Filtering Network Traffic Flow Data

You can filter the traffic flow data that displays on the Traffic tab to optimize relevancy. An active filter is applied to all data visualizations on the Traffic tab. You can save filters by clicking the Saved views icon next to the filter options.

Filter Criteria

To view the filter options, navigate to Resources > select the NetFlow resource group > click Traffic, and select the Filter option.
Use the following filter criteria to customize how traffic flow data is displayed:


QoS Type—Use the QoS Type filter to restrict Traffic tab visualizations to a subset of QoS policies.



App Type—Use the App Type filter to restrict Traffic tab visualizations to a subset of application type categories, as provided by NBAR2.



Direction—Use the Direction filter to restrict Traffic tab visualizations based on traffic direction.

IP Version— Use the IP Version filter to restrict Traffic tab visualizations based on the IP version being used. 

Protocols—Use the Protocols filter to restrict Traffic tab visualizations based on the protocol being used.

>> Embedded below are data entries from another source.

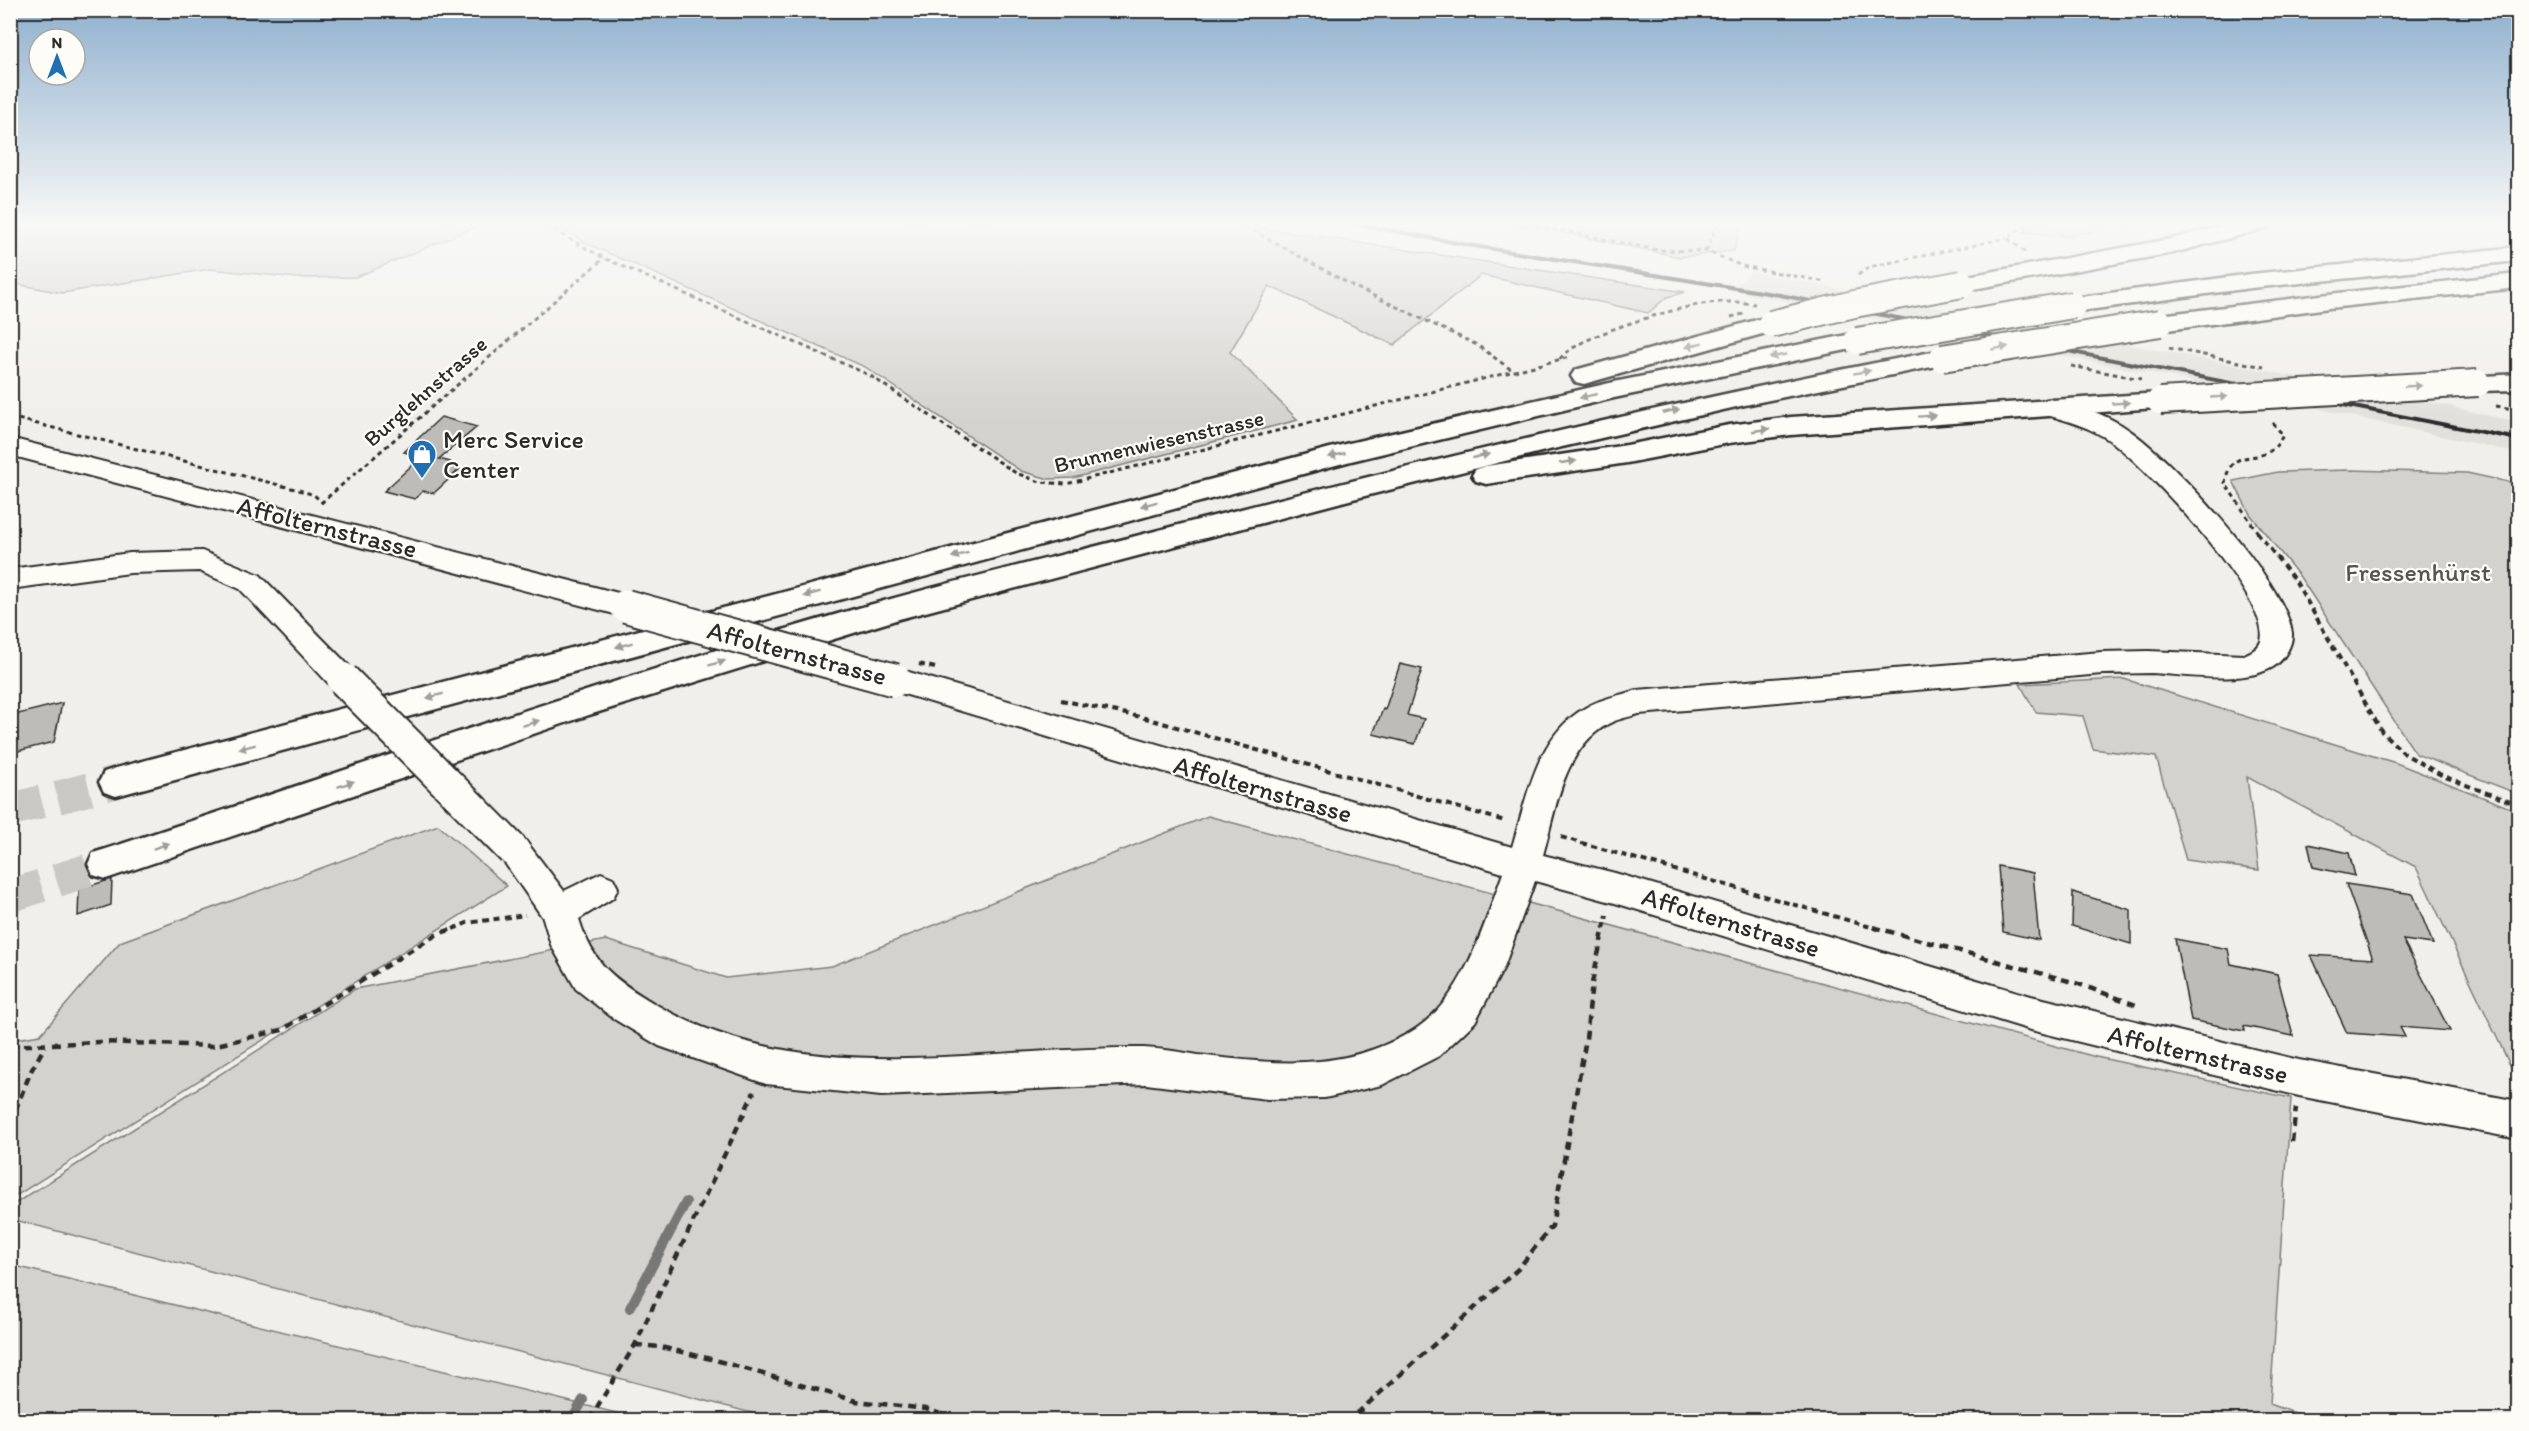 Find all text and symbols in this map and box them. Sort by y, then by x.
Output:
north arrow [27,27,87,87]
text: N [52,33,62,52]
street label: Burglehnstrasse [358,330,493,452]
one-way arrow [1685,340,1703,350]
one-way arrow [1990,343,2009,352]
one-way arrow [1769,352,1788,361]
one-way arrow [1853,367,1872,376]
one-way arrow [2404,382,2423,391]
one-way arrow [1578,391,1597,401]
one-way arrow [2209,393,2228,402]
one-way arrow [2112,398,2131,408]
street label: Brunnenwiesenstrasse [1052,404,1267,479]
one-way arrow [1662,406,1680,416]
one-way arrow [1917,411,1936,421]
place label: Merc Service Center [443,423,584,485]
one-way arrow [1751,425,1770,434]
shop icon: Merc Service Center [406,438,438,480]
one-way arrow [1328,451,1346,461]
one-way arrow [1472,451,1490,460]
one-way arrow [1559,458,1578,467]
street label: Affolternstrasse [234,489,420,565]
one-way arrow [1139,500,1158,510]
one-way arrow [951,550,969,560]
park label: Fressenhürst [2345,556,2491,588]
one-way arrow [803,590,821,600]
street label: Affolternstrasse [704,614,890,692]
one-way arrow [614,641,632,650]
one-way arrow [708,658,726,667]
one-way arrow [426,691,444,701]
one-way arrow [523,718,541,727]
one-way arrow [238,742,256,752]
street label: Affolternstrasse [1170,748,1356,830]
one-way arrow [337,779,355,789]
one-way arrow [152,841,170,850]
street label: Affolternstrasse [1638,880,1824,964]
street label: Affolternstrasse [2105,1018,2291,1090] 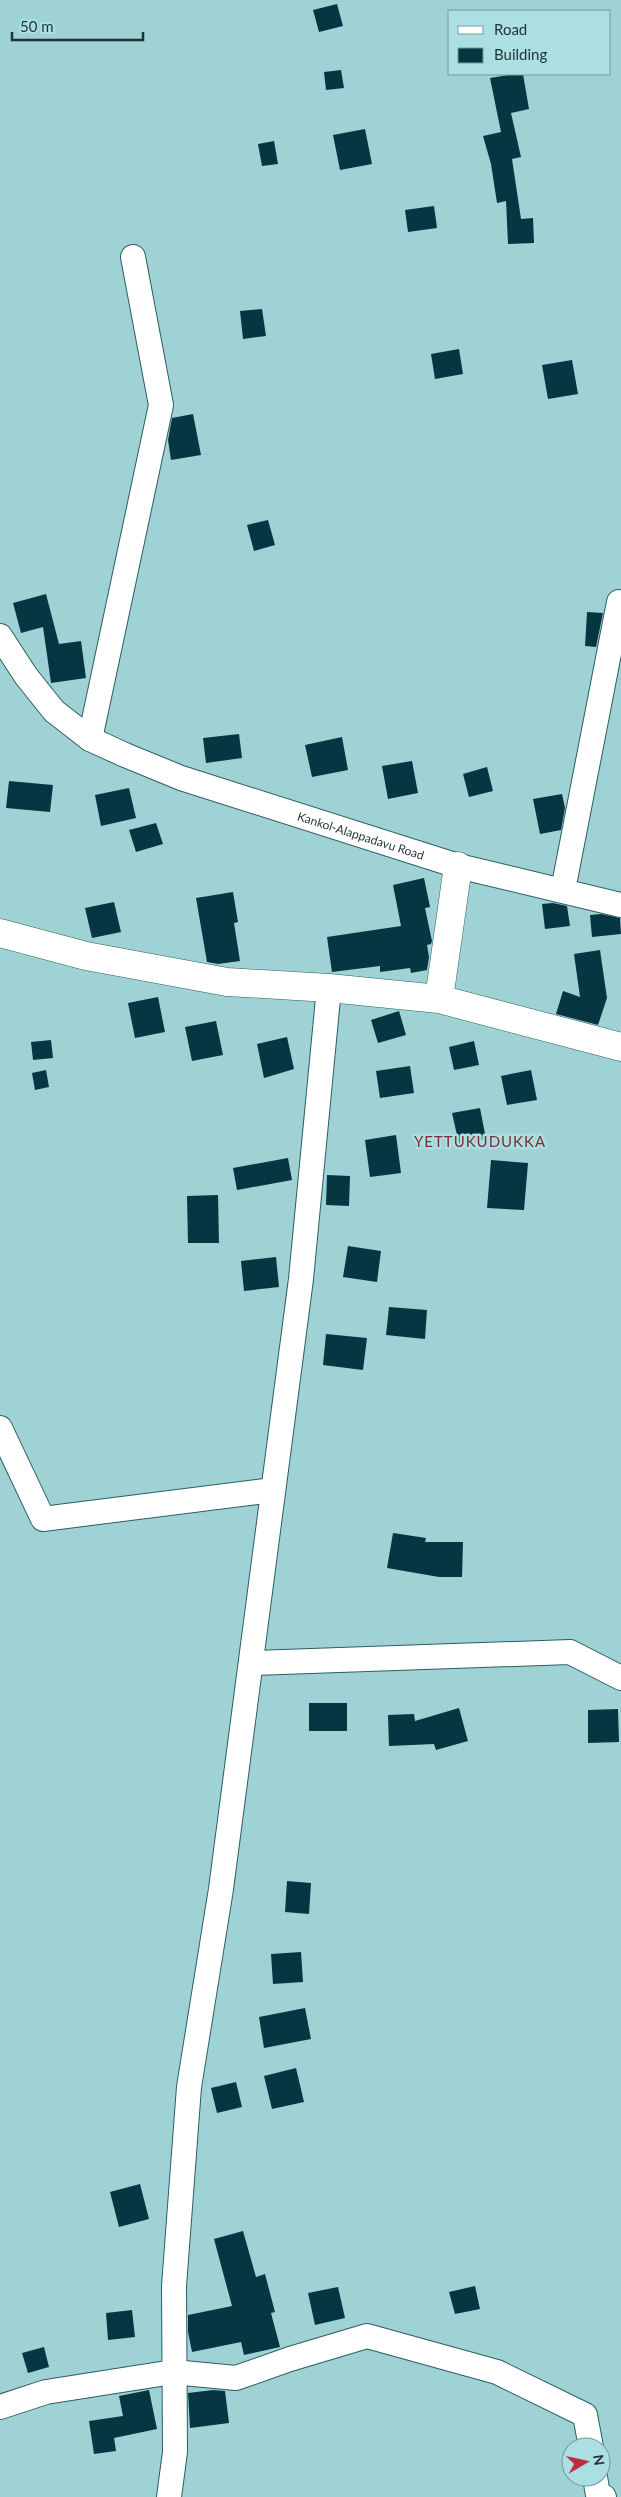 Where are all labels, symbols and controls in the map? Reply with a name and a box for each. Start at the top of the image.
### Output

Interfaces—Use the Interfaces filter to restrict Traffic tab visualizations to a subset of interfaces. In addition, you can see the list of NetFlow devices in the filter to select the interface for the required resource.

By default, the top 10 resources based on bandwidth consumption are selected in the list.

Conversations—Use the Conversations filter to include or exclude explicit conversations between one-to-one, one-to-many, many-to-one, or many-to-many endpoints. This filter supports the creation of multiple sets of criteria, which are joined using the OR operator.

Destination Ports Systems— Use the Destination Ports Systems filter to restrict Traffic tab visualizations to a subset of destination ports (comma-separated values supported).



NBAR2 Applications—Use the NBAR2 Applications filter to restrict to (or exclude) a subset of applications, as provided by NBAR2.


Top—Available at the resource level only, Use the Top filter to restrict the data visualizations to the top 10, 20, 50, or 100 results.